The ship took part in Exercise "Golden Shark" off Hiroshima, Japan, from 16 to 24 February 1968. The exercise was held in conjunction with the Japanese Maritime Self-Defense Force. From 25 to 28 February, she paid a visit to Hiroshima, then sailed to Yokosuka for two weeks of upkeep. On 14 March Albatross was involved in a search and rescue operation in Tokyo Bay. A harbor craft located the downed airplane, and, the next day, Albatross headed for Sasebo where she spent the month of April in refresher training and upkeep.

== Return to Vietnam combat zone ==

She got underway on 25 April to begin a patrol off the Vietnamese coast. Albatross operated for 42 days in the combat zone and was relieved by Widgeon (MSC-208) on 6 June. After a brief pause at Sasebo, Albatross sailed for Buckner Bay, Okinawa, on 20 June. While en route, she held mine countermeasures training. Upon her return to Sasebo on 5 July, the minesweeper spent three months in upkeep and training. On 17 October, she commenced another stint off Vietnam. This patrol was hampered by heavy seas; and, following her relief, her departure was delayed by steaming to evade a typhoon in the Gulf of Thailand. After a five-day rest period in Hong Kong, Albatross got underway on 10 December to return to Sasebo.

== Gulf of Tonkin operations ==

Albatross began her first "Market Time" patrol of 1969 on 5 March.
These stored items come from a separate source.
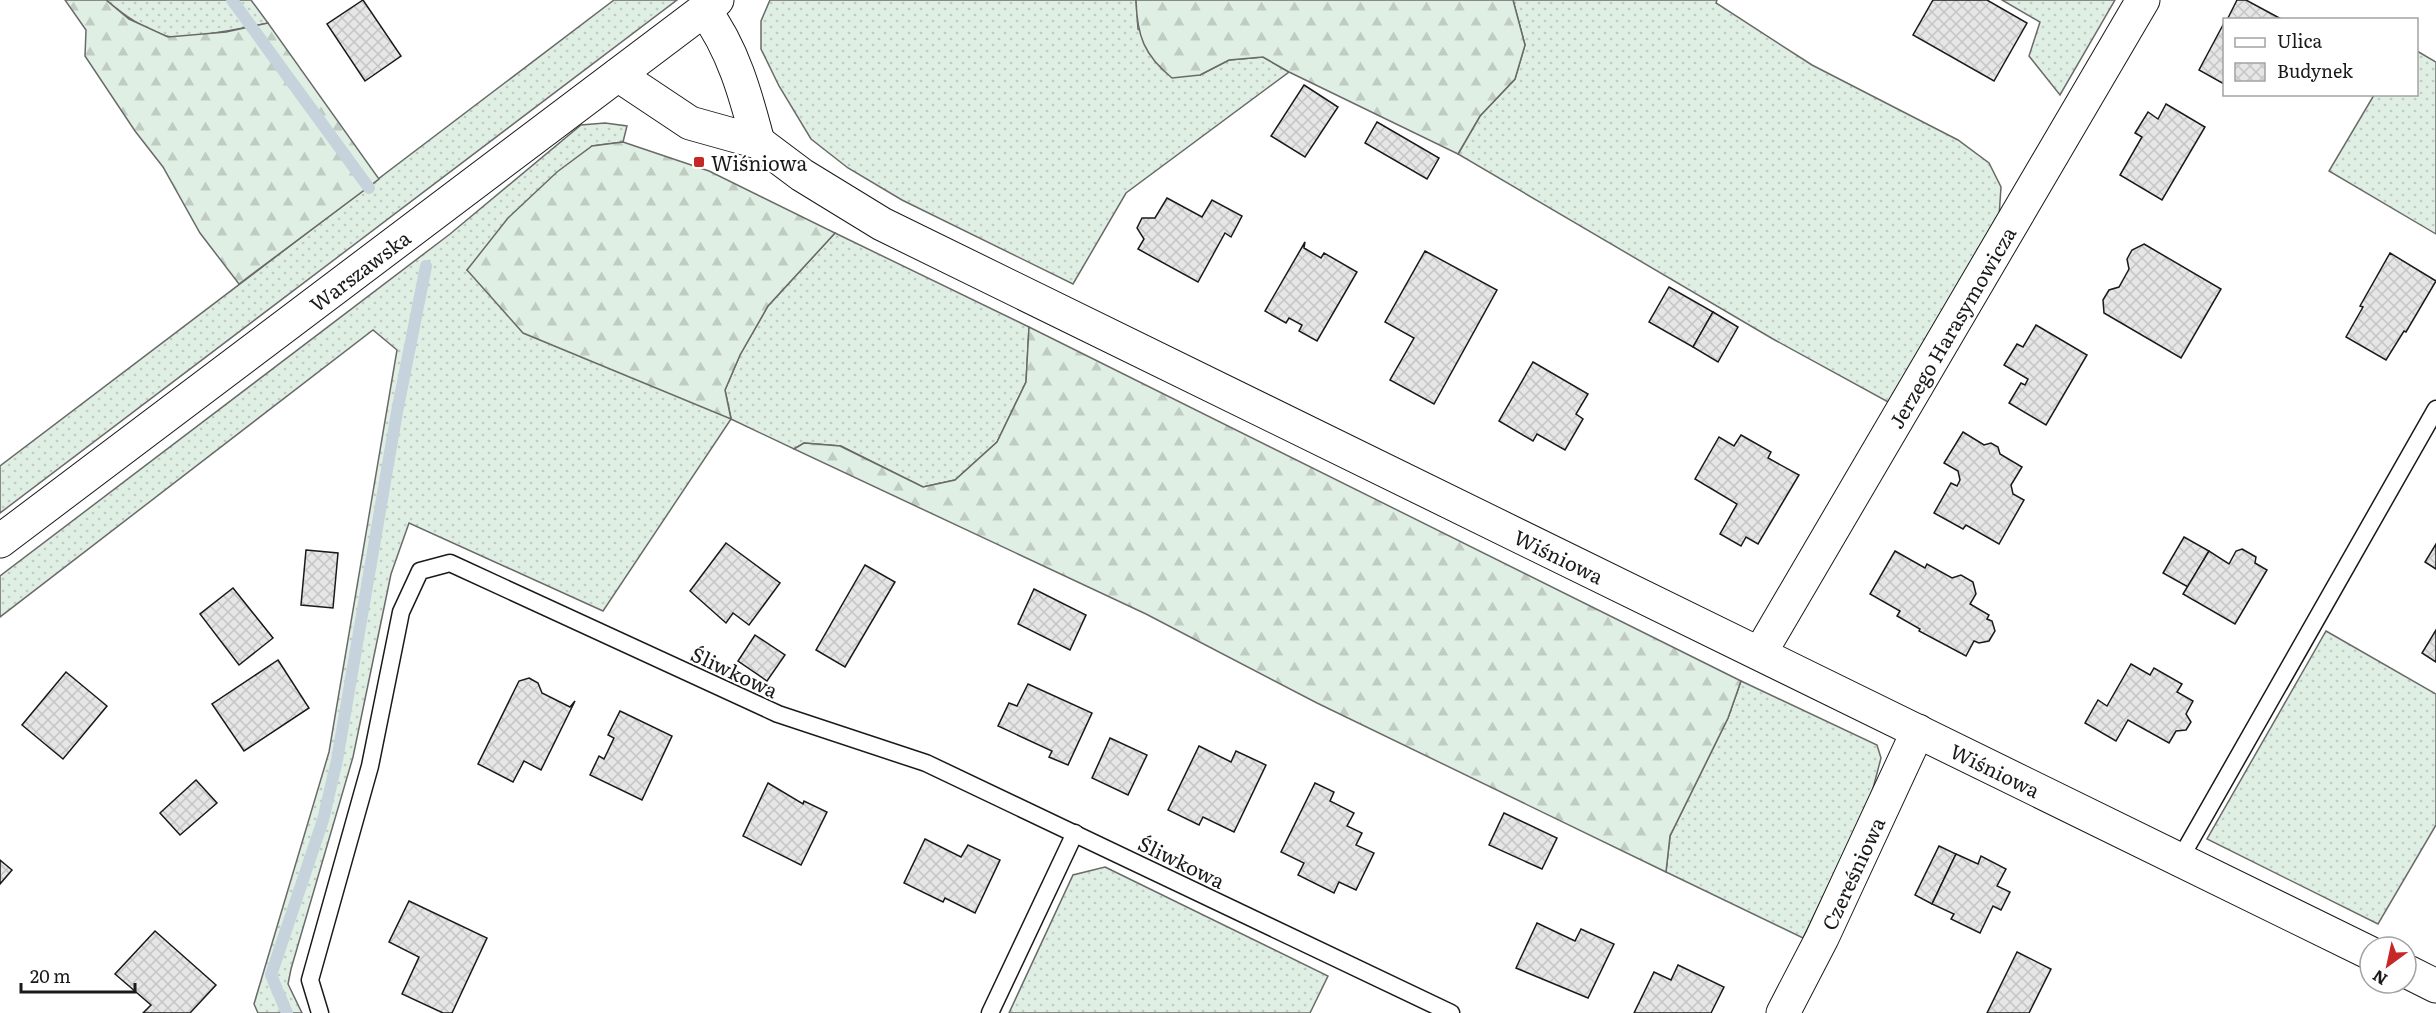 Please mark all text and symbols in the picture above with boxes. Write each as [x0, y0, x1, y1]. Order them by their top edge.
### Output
legend [2223, 18, 2418, 96]
text: Ulica [2277, 27, 2323, 54]
text: Budynek [2277, 57, 2354, 84]
place label: Wiśniowa [711, 147, 808, 177]
marker: Wiśniowa [692, 155, 706, 169]
street label: Jerzego Harasymowicza [1880, 220, 2022, 434]
street label: Warszawska [302, 222, 416, 318]
street label: Wiśniowa [1509, 521, 1609, 591]
street label: Śliwkowa [687, 638, 784, 704]
street label: Wiśniowa [1946, 735, 2046, 804]
street label: Czereśniowa [1813, 812, 1891, 935]
street label: Śliwkowa [1134, 827, 1231, 895]
north arrow [2358, 935, 2418, 995]
scale bar [21, 956, 135, 994]
text: 20 m [30, 962, 71, 989]
text: N [2367, 965, 2391, 992] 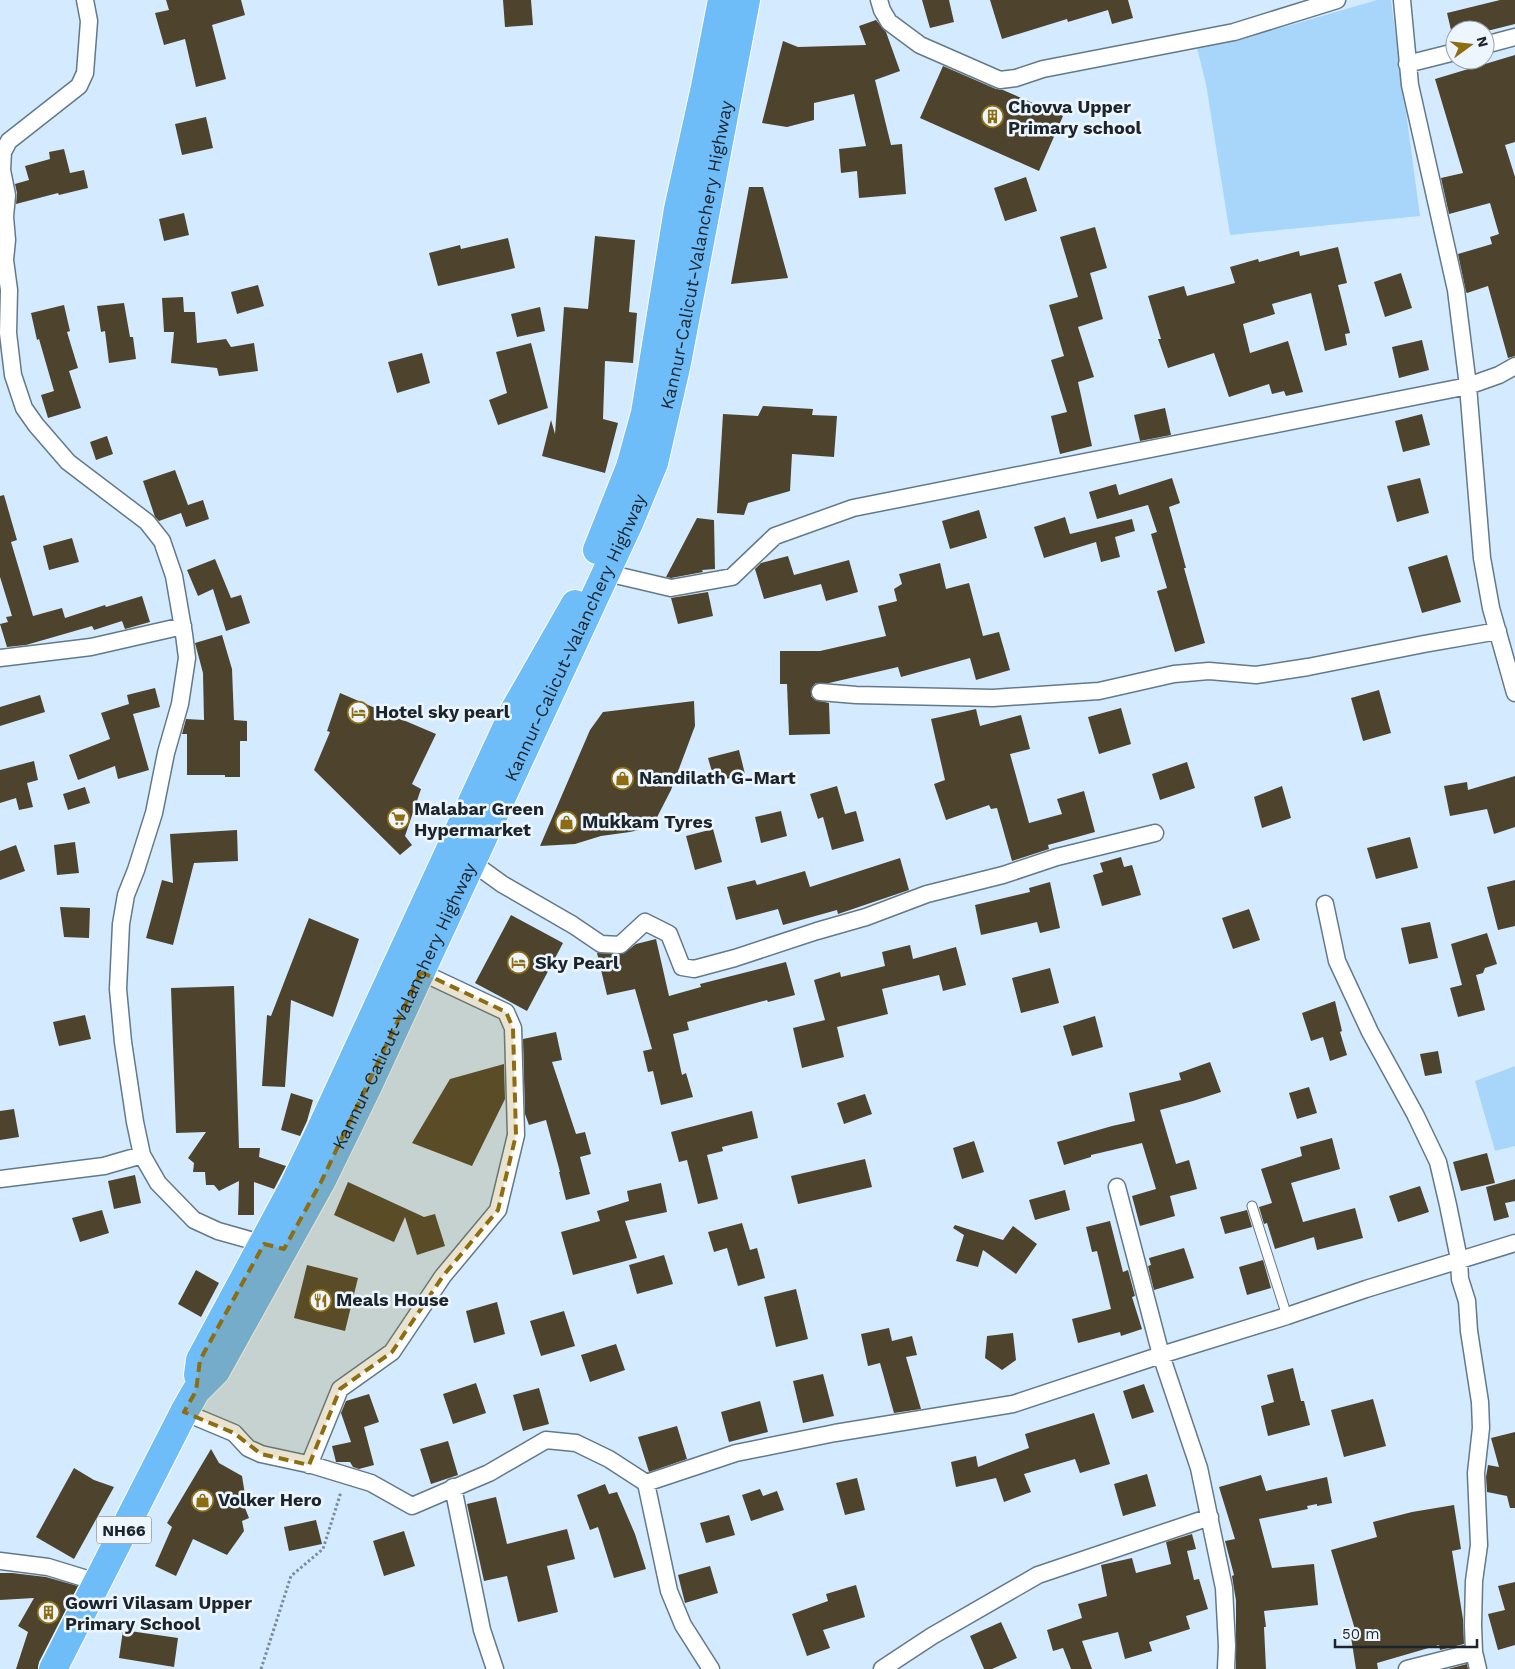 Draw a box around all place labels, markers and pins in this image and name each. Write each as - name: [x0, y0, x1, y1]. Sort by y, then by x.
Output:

She remained in the Gulf of Tonkin for 44 days before sailing to Hong Kong on 24 April for a rest and relaxation period. The ship spent the remainder of the year alternating periods of upkeep in Sasebo with training exercises in Japanese waters.
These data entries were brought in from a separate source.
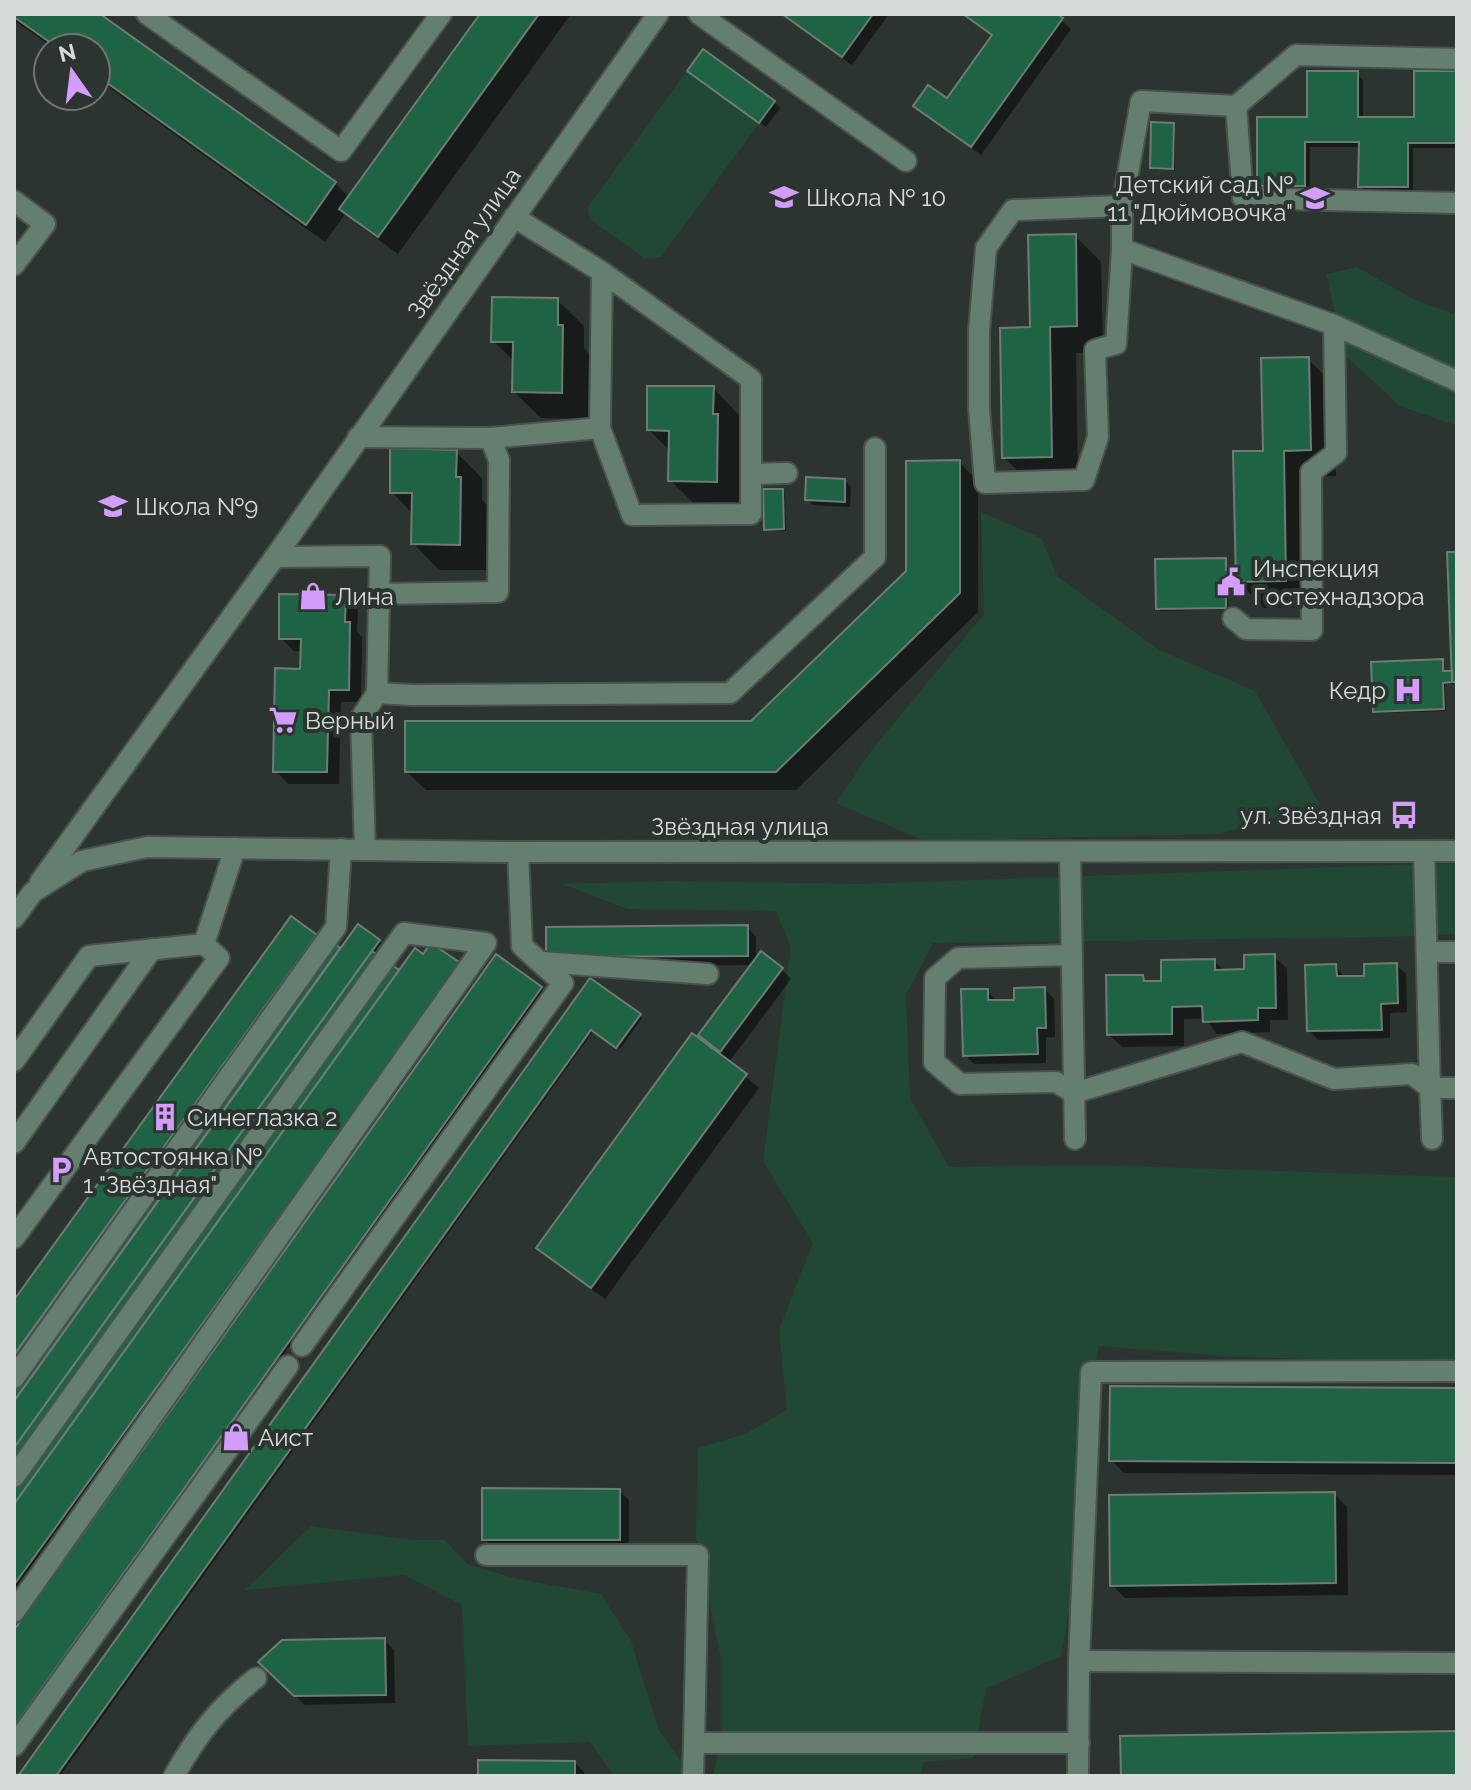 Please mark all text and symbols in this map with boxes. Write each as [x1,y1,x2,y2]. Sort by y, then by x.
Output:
north arrow [32,32,112,112]
text: N [56,38,78,67]
street label: Звёздная улица [401,162,527,324]
place label: Детский сад № 11 "Дюймовочка" [1107,170,1293,227]
school or university icon: Школа № 10 [769,182,799,212]
place label: Школа № 10 [806,183,946,212]
school or university icon: Детский сад № 11 "Дюймовочка" [1300,183,1330,213]
school or university icon: Школа №9 [98,491,128,521]
place label: Школа №9 [135,492,258,521]
place label: Инспекция Гостехнадзора [1253,554,1425,611]
public building icon: Инспекция Гостехнадзора [1216,567,1246,597]
shop icon: Лина [298,581,328,611]
place label: Лина [335,582,394,611]
hospital icon: Кедр [1393,675,1423,705]
place label: Кедр [1329,676,1386,705]
supermarket icon: Верный [268,705,298,735]
place label: Верный [305,706,394,735]
bus stop icon: ул. Звёздная [1389,800,1419,830]
place label: ул. Звёздная [1240,801,1382,830]
street label: Звёздная улица [651,812,829,841]
building icon: Синеглазка 2 [150,1102,180,1132]
place label: Синеглазка 2 [187,1103,337,1132]
place label: Автостоянка № 1 "Звёздная" [83,1142,262,1199]
parking icon: Автостоянка № 1 "Звёздная" [46,1155,76,1185]
shop icon: Аист [221,1422,251,1452]
place label: Аист [258,1423,314,1452]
Albatross began 1970 in upkeep at Sasebo. On 16 February she was en route to Subic Bay for a minehunting drill. On 19 February, the mission was cancelled and Albatross was called back to Japan to prepare for decommissioning. The ship arrived in Sasebo on 25 February, and the unloading of her equipment and supplies began.

== Decommissioning ==

On 1 April, Albatross was simultaneously decommissioned and struck from the Navy list. Albatross was sold in November 1970 to Kitajima Shokai Co., Ltd., Sasebo, Japan, for scrapping.